On the non-traded side of the equation, we have found that there are only 1-3 REITs per year out of 50-60+ that we can recommend to our clients and into which we invest our own capital. We reject the other 95% of available non-traded REITs for a number of reasons we will highlight below.
What to Watch Out For
REITs are collateralized by commercial real estate and therefore, are not immune to many of the risks that are associated with real estate investing. More specifically, each REIT investment is subject to the risks of the markets, asset classes, acquisitions, structure, management, and financing that are particular to the portfolio of real estate owned by the REIT.
These are the primary considerations/risks that we take into account before making a REIT investment or recommendation:
- Where are we in the overall real estate/economic market cycle?
- This a macroeconomic question regarding general investment timing for the overall real estate market. In 2005-2009, it was very difficult to find many good REITs because the overall market had become overstretched and overvalued. In the past couple of years and over the next 12-24 months, REITs have made a lot more sense as a general investment category because of the large drop in prices from peak levels in 2005-2007.
- This is in no way a blanket endorsement of all REITs, but it does make it a little easier for more REITs to be attractive since the discounts in the real estate market have been extremely broad.
- Where are the asset classes in their respective valuation cycles?
- This question narrows the focus from the overall real estate market to specific asset classes. Each asset class, like stock market sectors, may act somewhat independently under normal market circumstances.
- For example, multifamily has been benefiting from the mass exodus of the US population fleeing to rent vs. own after the Great Recession and the willingness of government agencies to provide easy financing for this asset class, fixed at 3-4% for 30-40 years. For value-oriented investors, this asset class is no longer very favorably priced due to these demographic and financing trends. That is not to say there are not deals to be had in this asset class, but the discounts are few and far between.
- Since many REITs are asset-class specific, understanding the broader asset class valuations can aid investors in avoiding those REITs that may be targeting a generally overvalued category.
- What is the quality and value of the ultimate collateral (properties) of the REIT and the REIT's income?
- REITs are not "guaranteed" investments. The income, downside protection, and upside potential are derived from the properties in the portfolio.
- In general, we analyze each property acquisition in a REIT (sometimes in the multiple hundreds of properties per portfolio!) to determine if the properties are well-located, bought at a reasonable or value-oriented price, meet the overall direction of the REIT, and fall within the scope of the REIT's management experience and expertise.
- The dividend paid by a REIT is not guaranteed by the REIT management, but rather is derived from the performance and income of the underlying properties in the portfolio.

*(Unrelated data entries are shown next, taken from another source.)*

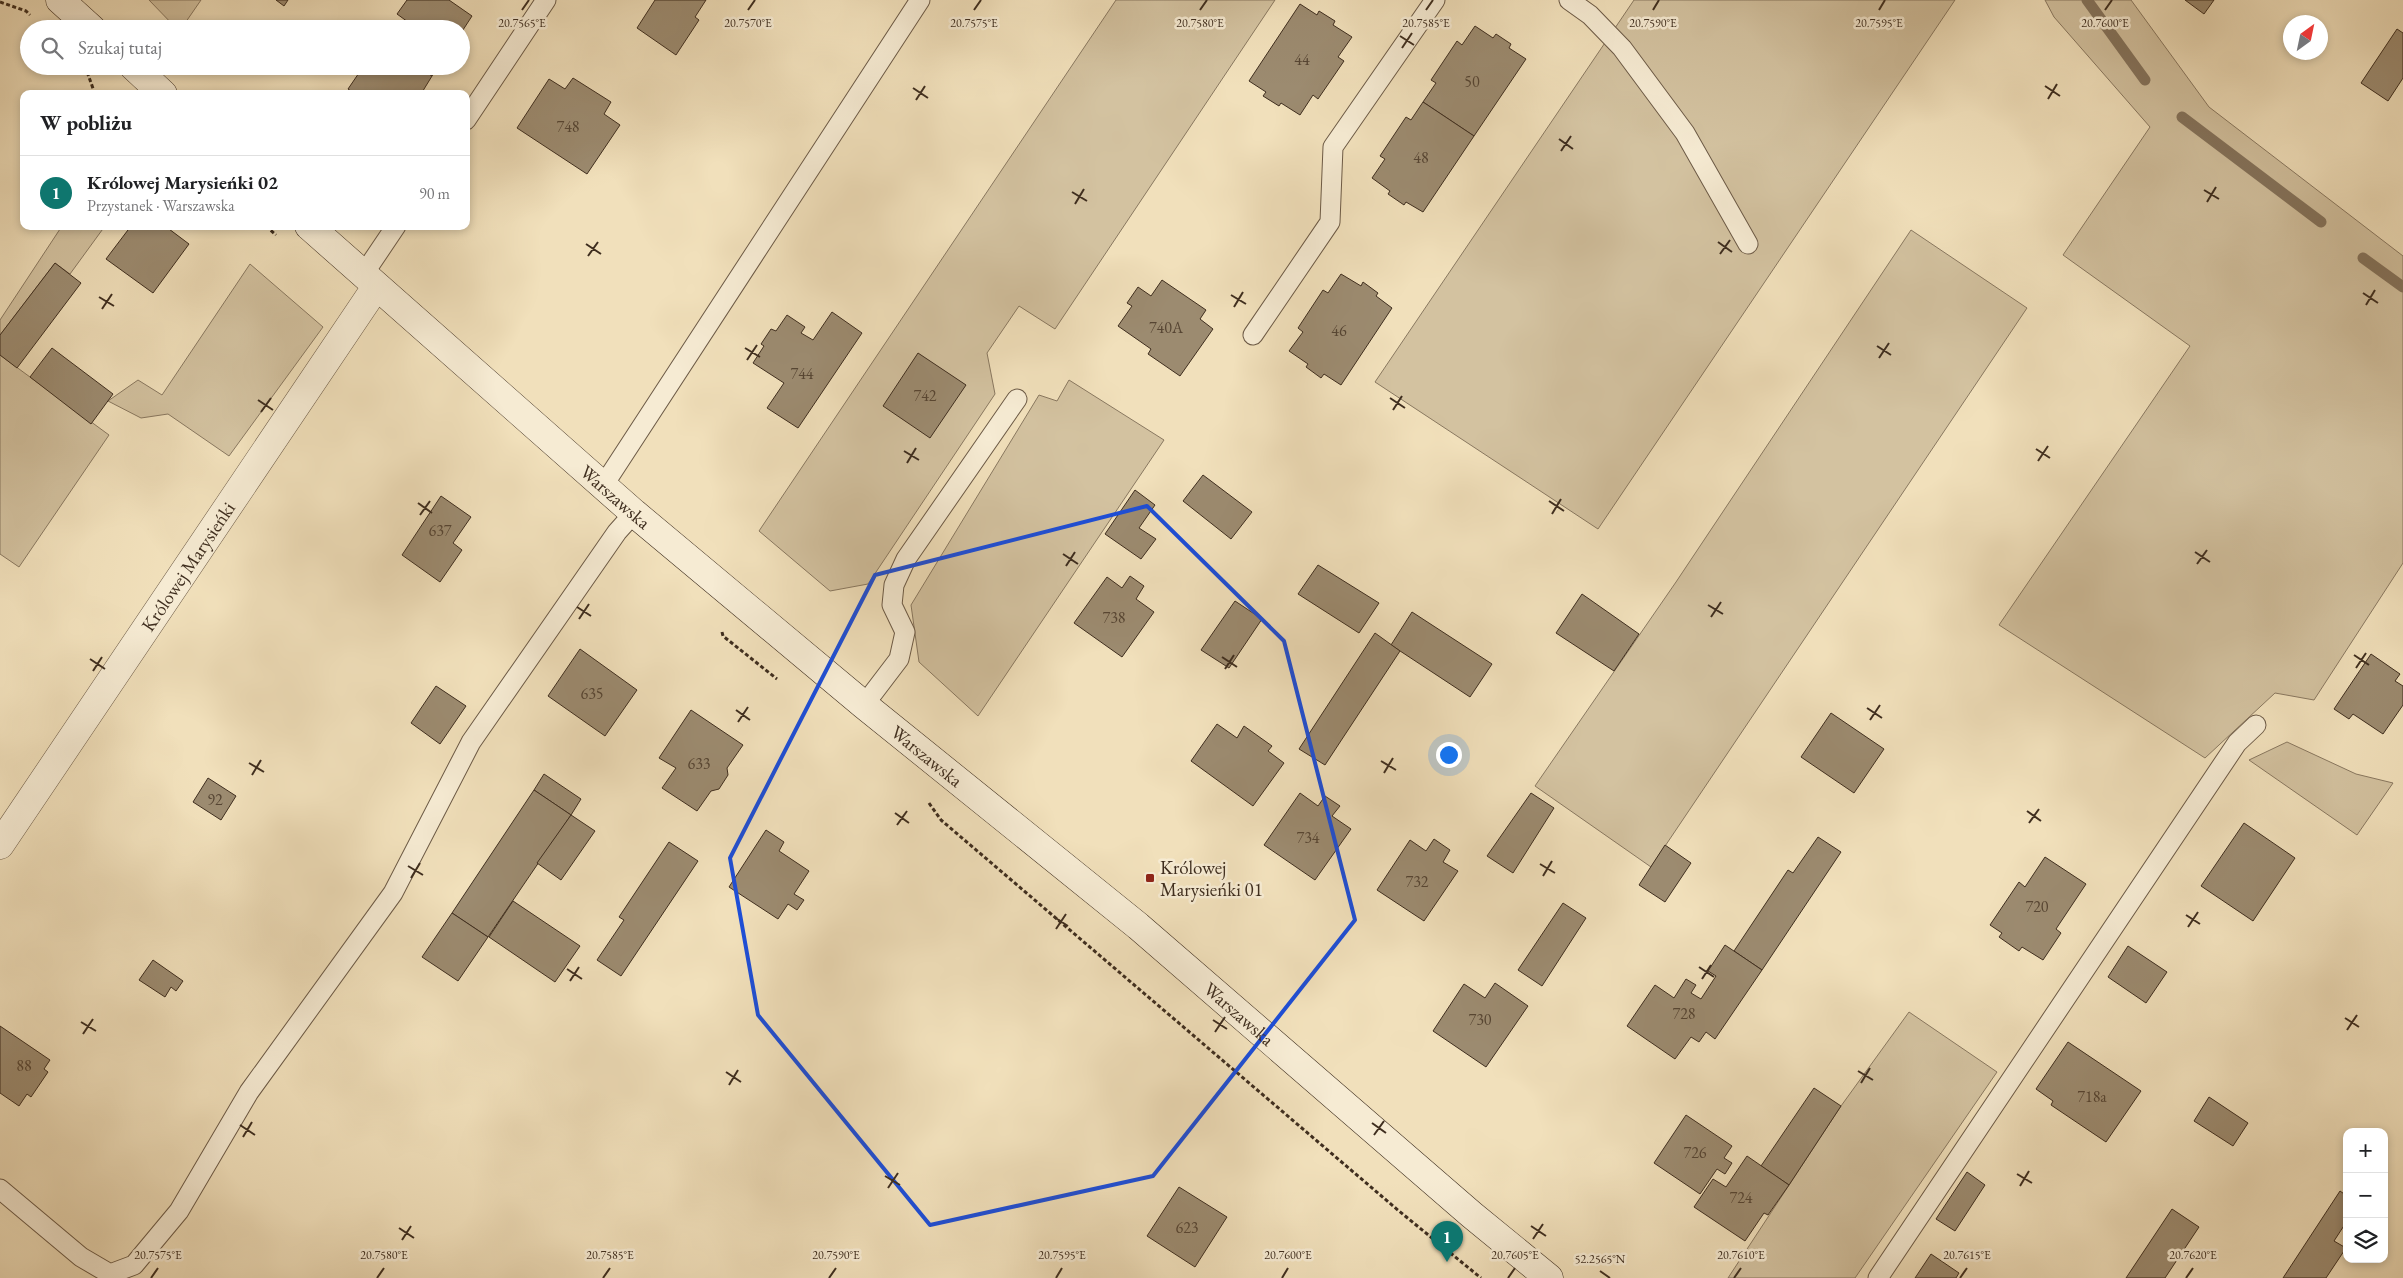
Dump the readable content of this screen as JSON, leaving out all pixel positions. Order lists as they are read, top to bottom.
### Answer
{
  "streets": {
    "main road": ["Warszawska", "Królowej Marysieńki"]
  },
  "crossings": [
    ["Warszawska", "Królowej Marysieńki"]
  ],
  "places": {
    "transit": ["Królowej Marysieńki 01"]
  },
  "house_numbers": [
    "44",
    "50",
    "748",
    "48",
    "740A",
    "46",
    "744",
    "742",
    "637",
    "738",
    "635",
    "633",
    "92",
    "734",
    "732",
    "720",
    "728",
    "730",
    "88",
    "718a",
    "726",
    "724",
    "623"
  ],
  "north": "top right",
  "page": {
    "search": "Szukaj tutaj",
    "heading": "W pobliżu",
    "list": [
      {
        "mark": "1",
        "name": "Królowej Marysieńki 02",
        "note": "Przystanek · Warszawska",
        "value": "90 m"
      }
    ],
    "map_buttons": ["+", "−"],
    "pins": "1"
  },
  "coordinates": [
    "20.7590°E",
    "20.7600°E",
    "20.7565°E",
    "20.7570°E",
    "20.7575°E",
    "20.7580°E",
    "20.7585°E",
    "20.7595°E",
    "20.7605°E",
    "20.7610°E",
    "20.7615°E",
    "20.7620°E",
    "52.2565°N"
  ]
}
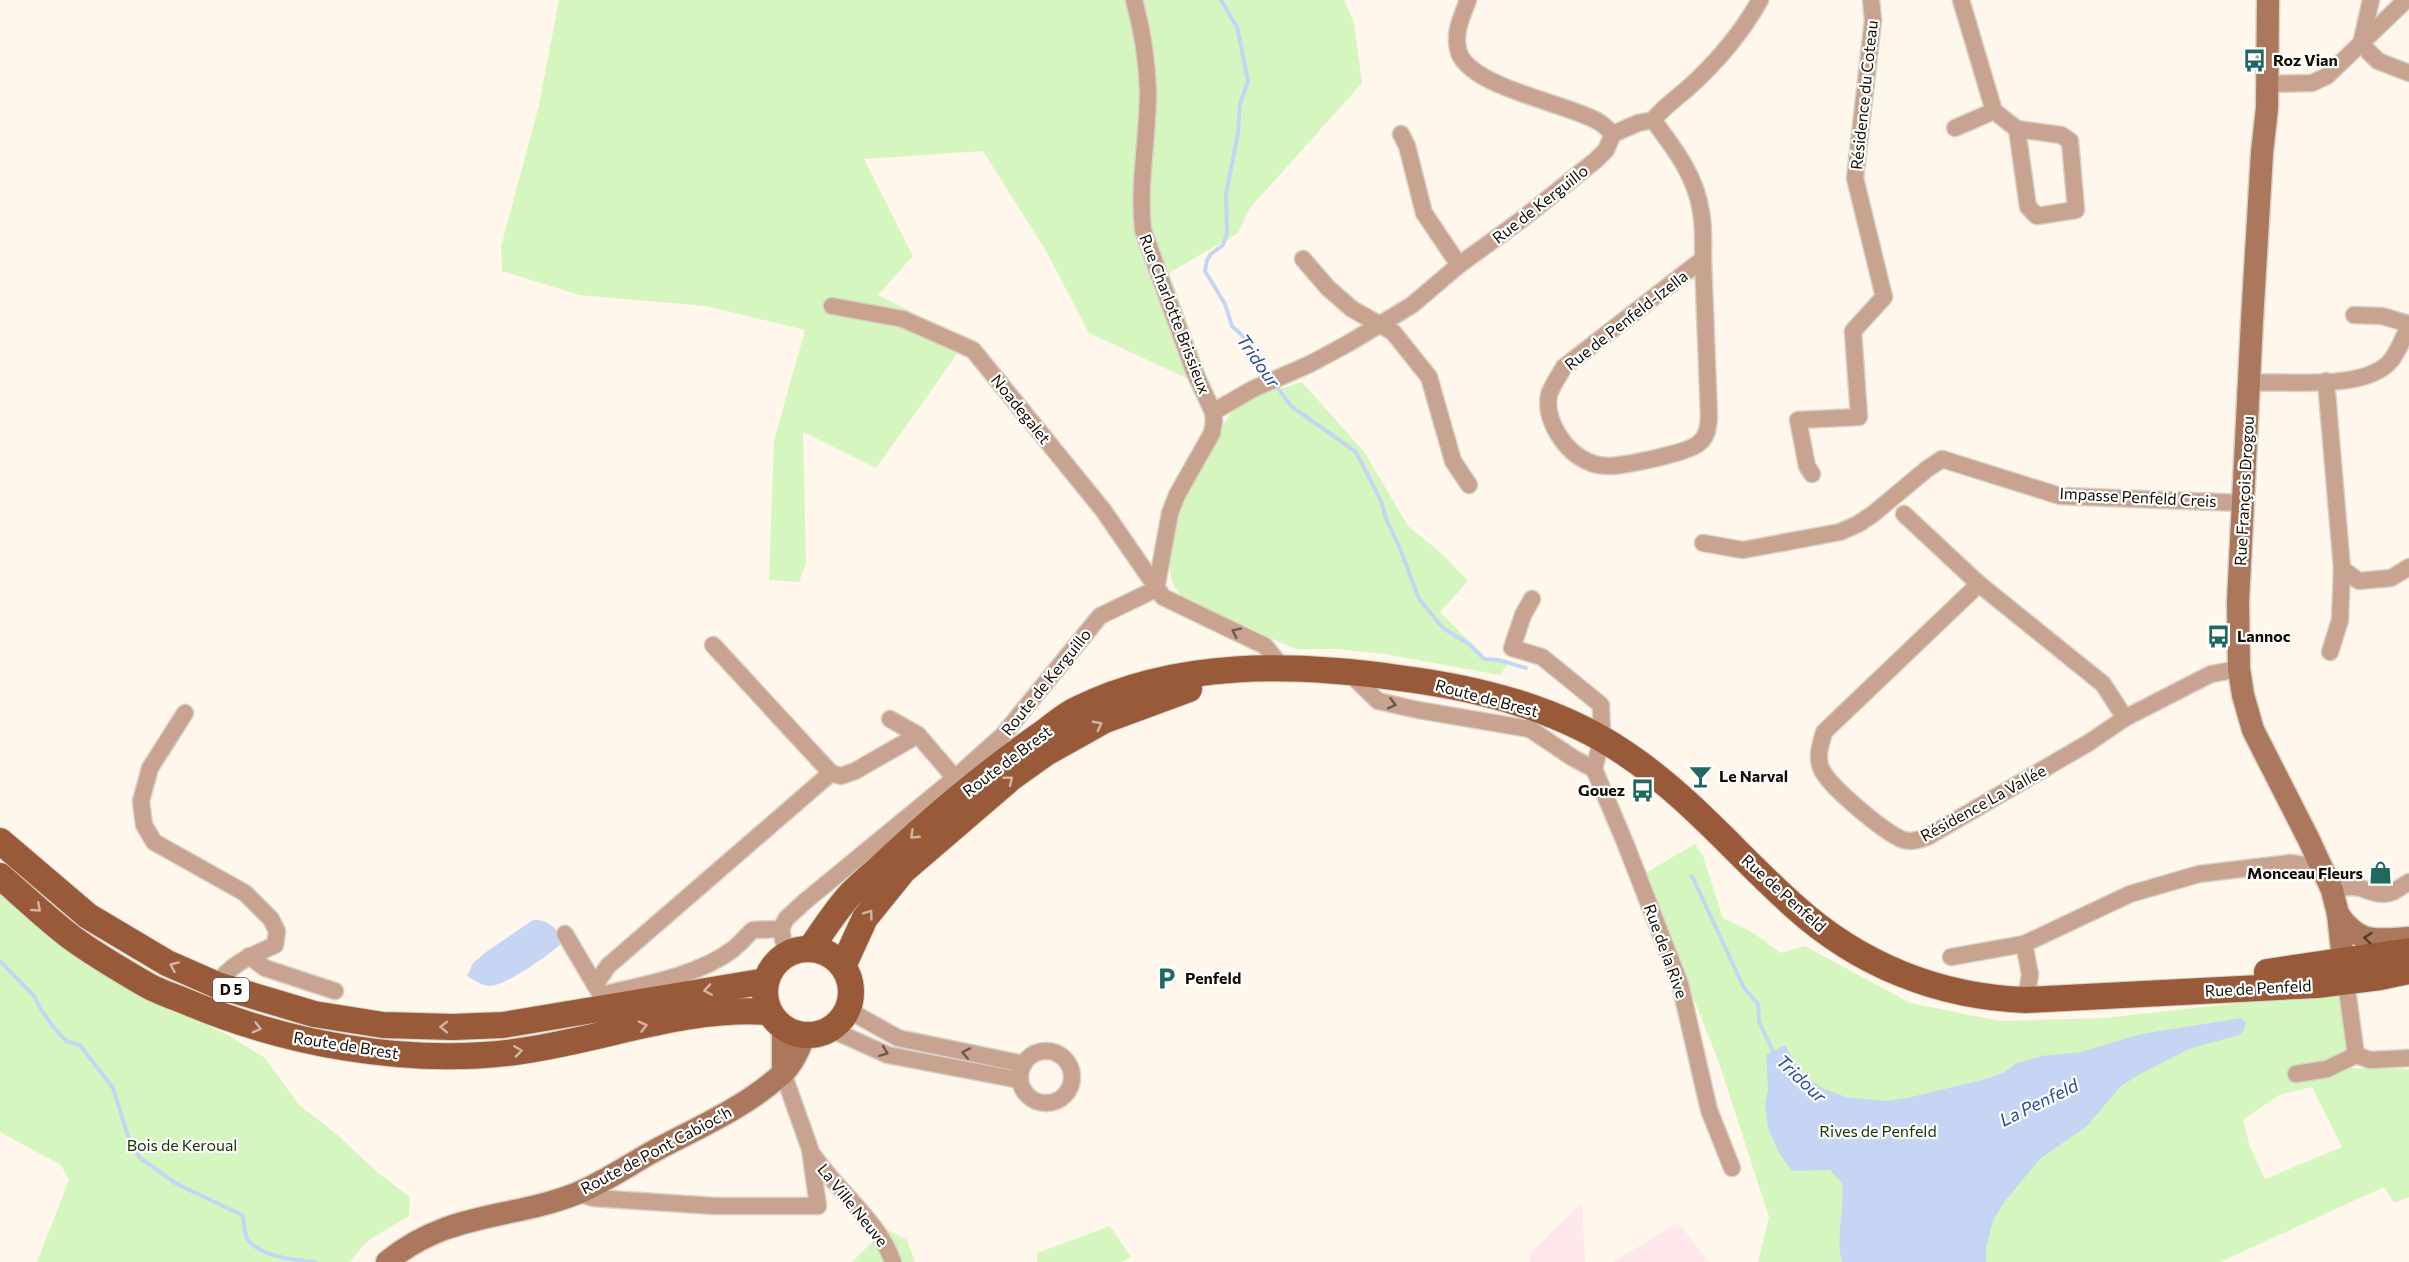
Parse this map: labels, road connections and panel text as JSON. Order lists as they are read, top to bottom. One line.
{"streets":{"main road":["Route de Brest","Rue de Penfeld","D 5"],"street":["Résidence du Coteau","Rue de Kerguillo","Rue Charlotte Brissieux","Rue de Penfeld-Izella","Noadegalet","Rue François Drogou","Impasse Penfeld Creis","Route de Kerguillo","Résidence La Vallée","Rue de la Rive","Route de Pont Cabioc'h","La Ville Neuve"]},"crossings":[["Rue de Kerguillo","Rue Charlotte Brissieux"],["Noadegalet","Route de Kerguillo"],["Rue François Drogou","Impasse Penfeld Creis"],["Rue François Drogou","Résidence La Vallée"],["Rue François Drogou","Rue de Penfeld"],["Route de Brest","Rue de Penfeld"]],"water":["Tridour","La Penfeld"],"parks":["Rives de Penfeld","Bois de Keroual"],"places":{"bus stop":["Roz Vian","Lannoc","Gouez"],"bar":["Le Narval"],"shop":["Monceau Fleurs"],"parking":["Penfeld"]}}
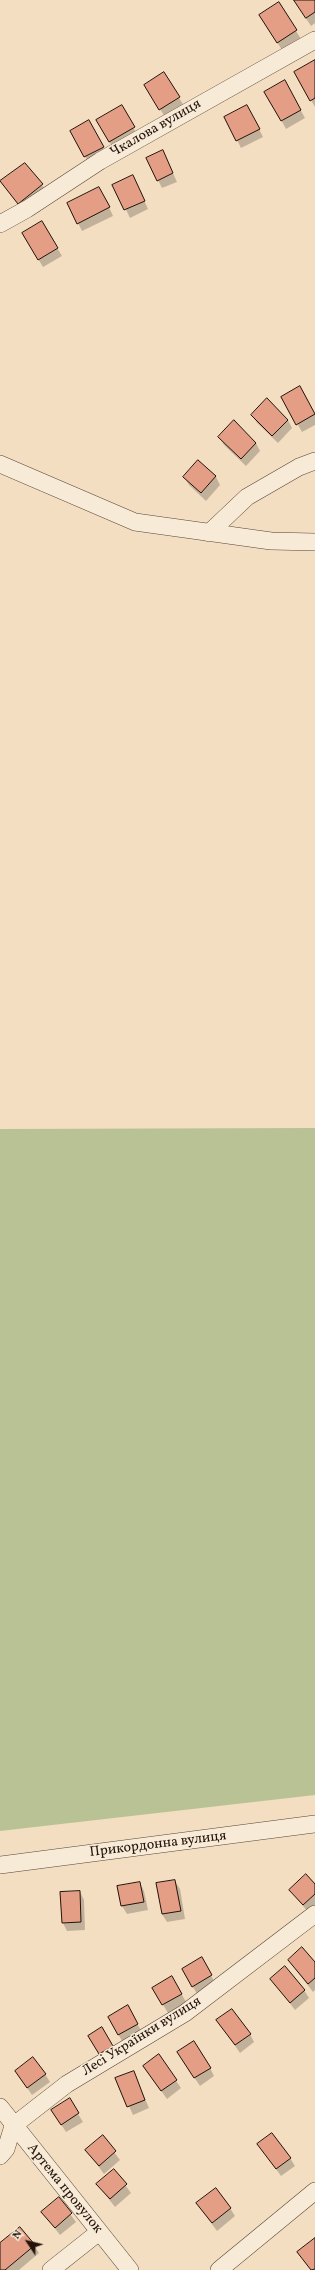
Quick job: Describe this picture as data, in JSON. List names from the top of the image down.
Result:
{
  "streets": {
    "street": [
      "Чкалова вулиця",
      "Прикордонна вулиця",
      "Лесі Українки вулиця",
      "Артема провулок"
    ]
  },
  "crossings": [
    ["Лесі Українки вулиця", "Артема провулок"]
  ],
  "north": "top left"
}
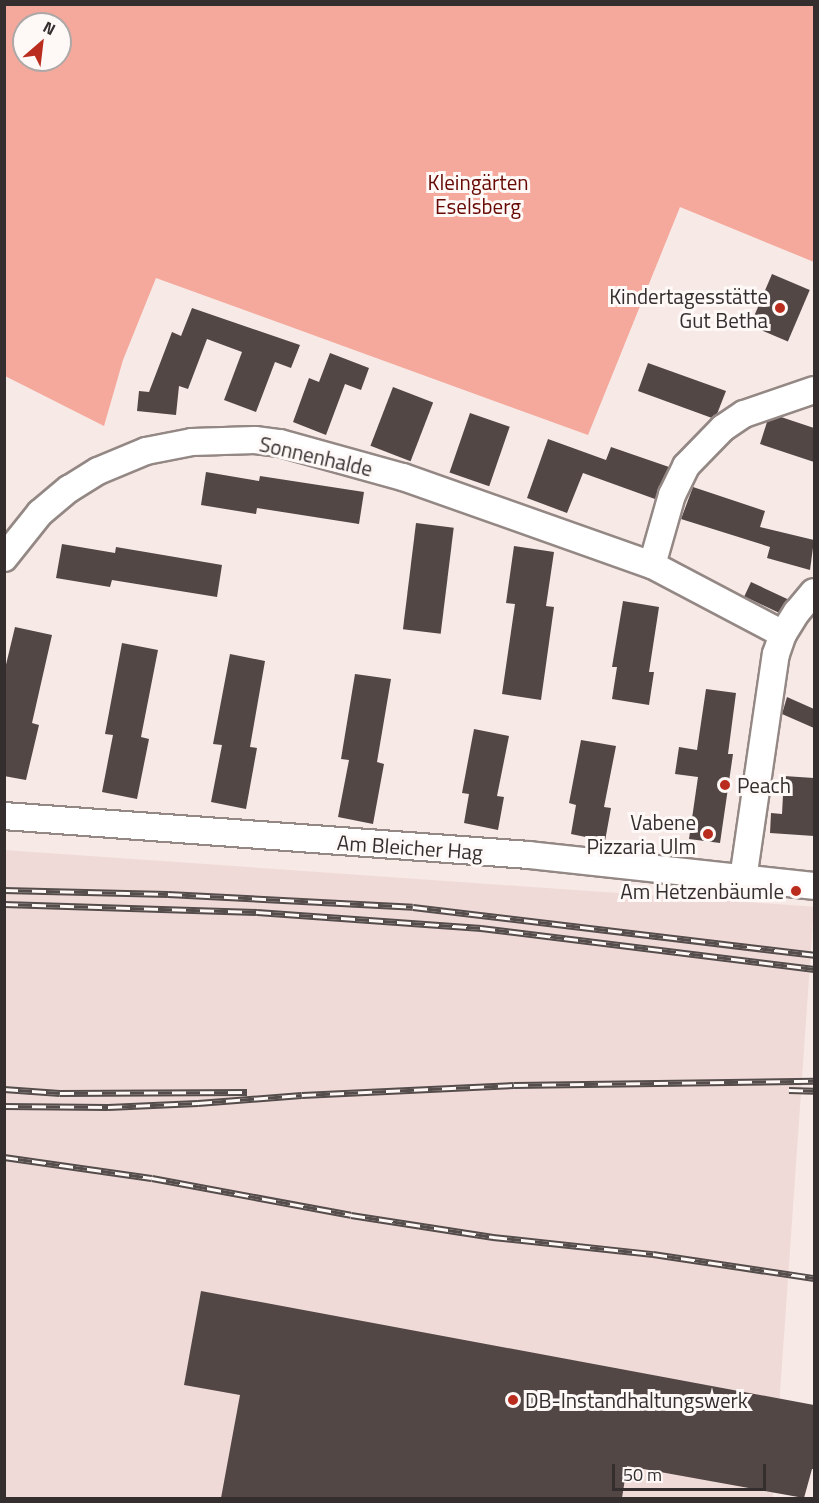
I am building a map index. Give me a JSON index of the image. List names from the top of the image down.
{
  "streets": {
    "street": ["Sonnenhalde", "Am Bleicher Hag"]
  },
  "parks": ["Kleingärten Eselsberg"],
  "places": [
    "Kindertagesstätte Gut Betha",
    "Peach",
    "Vabene Pizzaria Ulm",
    "Am Hetzenbäumle",
    "DB-Instandhaltungswerk"
  ],
  "scale_bar": "50 m",
  "north": "top right"
}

- If the incomes from the individual properties of a portfolio are reliable and purchased opportunistically, this will ensure a more stable dividend to shareholders and a longer-term value for future potential sale profits.
- Considering the macroeconomic perspective, understanding the specific sources of a REIT's income allows an investor to better prepare for downside protection or inflation hedging.
- For example, some REITs primarily comprise investment grade net-leased properties. The lease guarantees that back the income for these types of properties may be more dependable due to the credit strength of the underlying tenants and the longer-term nature of the leases.
- If an investor is seeking an inflation or demographic hedge, they could target REITs focused on healthcare or senior care.
- Is the REIT near closing the capital raise (i.e., likely no longer a blind pool)?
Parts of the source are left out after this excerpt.